**ASSIGNED TASK**
Copy every record below exactly, leaving out any pictures.

DATASET ENTRIES Block Start

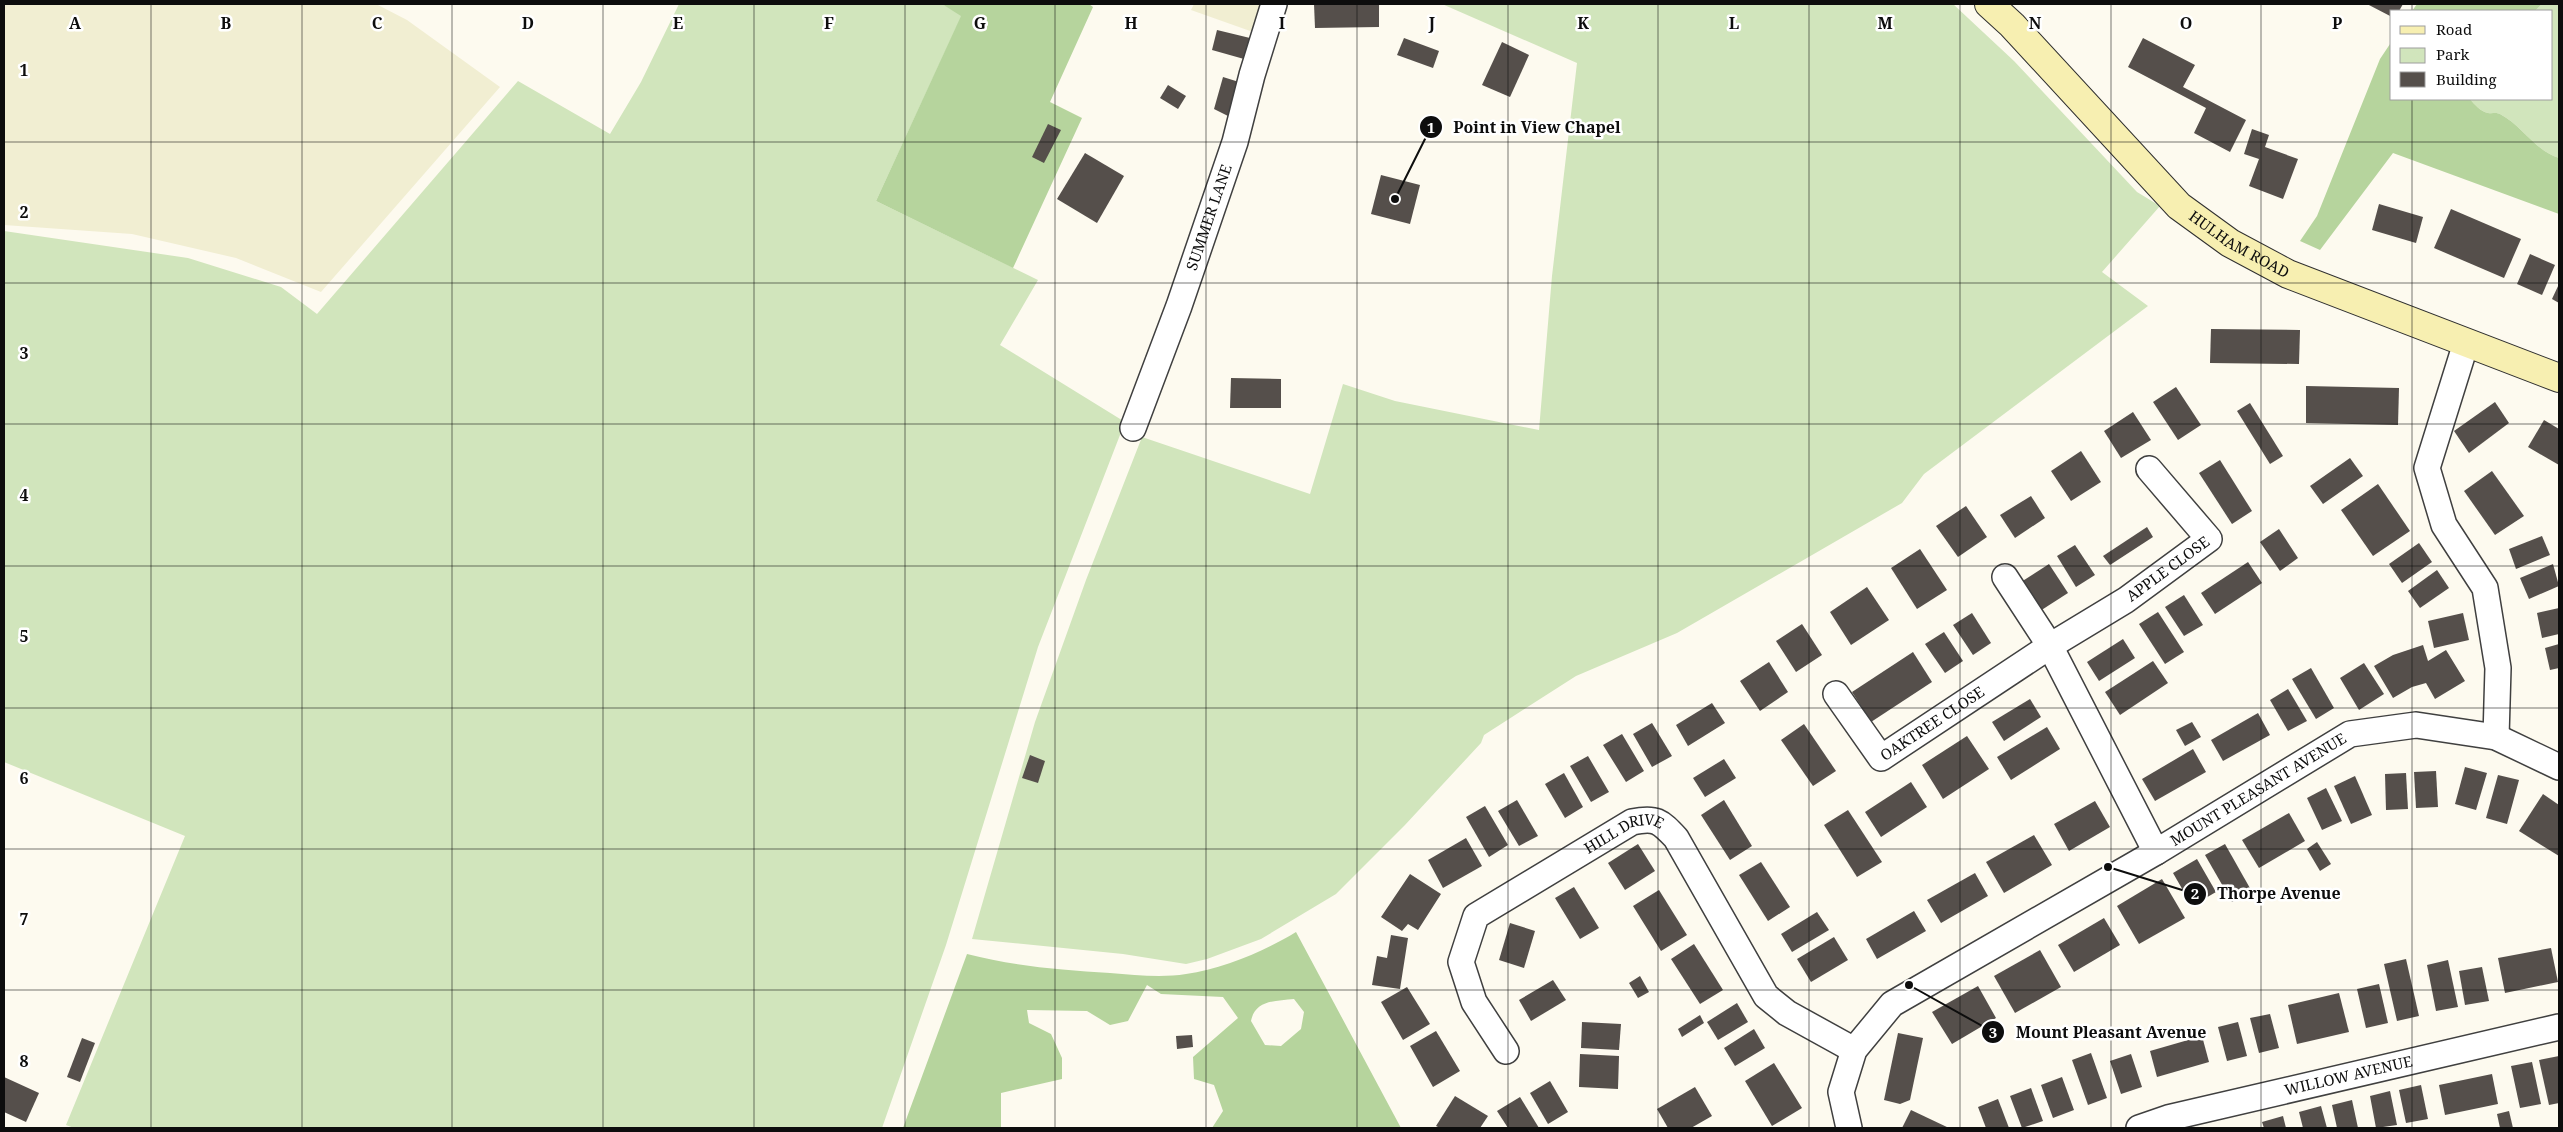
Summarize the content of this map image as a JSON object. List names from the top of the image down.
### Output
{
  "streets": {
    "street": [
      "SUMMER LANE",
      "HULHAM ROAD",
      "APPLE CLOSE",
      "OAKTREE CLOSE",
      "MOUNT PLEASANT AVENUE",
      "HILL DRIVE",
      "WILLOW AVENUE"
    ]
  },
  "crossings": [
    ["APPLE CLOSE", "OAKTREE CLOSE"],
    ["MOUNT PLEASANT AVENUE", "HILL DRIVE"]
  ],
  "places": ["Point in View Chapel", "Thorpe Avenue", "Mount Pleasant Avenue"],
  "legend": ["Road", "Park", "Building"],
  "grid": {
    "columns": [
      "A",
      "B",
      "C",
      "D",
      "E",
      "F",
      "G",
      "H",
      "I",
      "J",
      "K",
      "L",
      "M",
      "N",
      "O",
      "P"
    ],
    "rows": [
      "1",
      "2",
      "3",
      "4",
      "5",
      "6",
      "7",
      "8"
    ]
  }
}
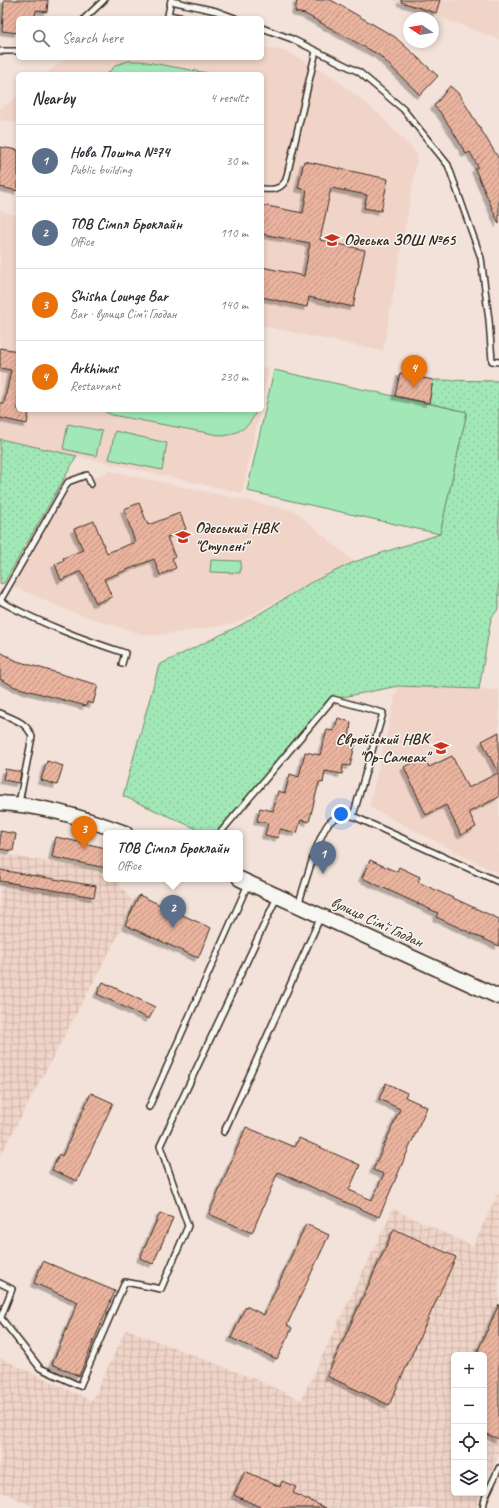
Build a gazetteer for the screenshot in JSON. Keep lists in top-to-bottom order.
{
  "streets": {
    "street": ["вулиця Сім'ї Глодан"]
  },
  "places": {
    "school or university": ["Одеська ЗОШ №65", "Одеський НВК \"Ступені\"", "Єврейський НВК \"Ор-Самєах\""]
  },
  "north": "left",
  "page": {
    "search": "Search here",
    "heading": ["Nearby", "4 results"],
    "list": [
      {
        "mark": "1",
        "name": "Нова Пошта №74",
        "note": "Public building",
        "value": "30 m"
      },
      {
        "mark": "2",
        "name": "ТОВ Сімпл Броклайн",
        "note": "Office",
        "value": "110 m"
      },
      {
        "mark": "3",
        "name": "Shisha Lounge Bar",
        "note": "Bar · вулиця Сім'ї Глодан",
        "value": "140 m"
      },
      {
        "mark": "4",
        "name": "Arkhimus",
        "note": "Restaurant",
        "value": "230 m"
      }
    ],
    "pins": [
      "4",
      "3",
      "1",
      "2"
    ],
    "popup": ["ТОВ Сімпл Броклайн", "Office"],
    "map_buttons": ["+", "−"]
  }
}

DATASET ENTRIES Block End

**ANSWER BOX**
Summarize the content of this map image as a JSON object. List names from the top of the image down.
### Output
{
  "streets": {
    "street": [
      "SUMMER LANE",
      "HULHAM ROAD",
      "APPLE CLOSE",
      "OAKTREE CLOSE",
      "MOUNT PLEASANT AVENUE",
      "HILL DRIVE",
      "WILLOW AVENUE"
    ]
  },
  "crossings": [
    ["APPLE CLOSE", "OAKTREE CLOSE"],
    ["MOUNT PLEASANT AVENUE", "HILL DRIVE"]
  ],
  "places": ["Point in View Chapel", "Thorpe Avenue", "Mount Pleasant Avenue"],
  "legend": ["Road", "Park", "Building"],
  "grid": {
    "columns": [
      "A",
      "B",
      "C",
      "D",
      "E",
      "F",
      "G",
      "H",
      "I",
      "J",
      "K",
      "L",
      "M",
      "N",
      "O",
      "P"
    ],
    "rows": [
      "1",
      "2",
      "3",
      "4",
      "5",
      "6",
      "7",
      "8"
    ]
  }
}
Build a gazetteer for the screenshot in JSON. Keep lists in top-to-bottom order.
{
  "streets": {
    "street": ["вулиця Сім'ї Глодан"]
  },
  "places": {
    "school or university": ["Одеська ЗОШ №65", "Одеський НВК \"Ступені\"", "Єврейський НВК \"Ор-Самєах\""]
  },
  "north": "left",
  "page": {
    "search": "Search here",
    "heading": ["Nearby", "4 results"],
    "list": [
      {
        "mark": "1",
        "name": "Нова Пошта №74",
        "note": "Public building",
        "value": "30 m"
      },
      {
        "mark": "2",
        "name": "ТОВ Сімпл Броклайн",
        "note": "Office",
        "value": "110 m"
      },
      {
        "mark": "3",
        "name": "Shisha Lounge Bar",
        "note": "Bar · вулиця Сім'ї Глодан",
        "value": "140 m"
      },
      {
        "mark": "4",
        "name": "Arkhimus",
        "note": "Restaurant",
        "value": "230 m"
      }
    ],
    "pins": [
      "4",
      "3",
      "1",
      "2"
    ],
    "popup": ["ТОВ Сімпл Броклайн", "Office"],
    "map_buttons": ["+", "−"]
  }
}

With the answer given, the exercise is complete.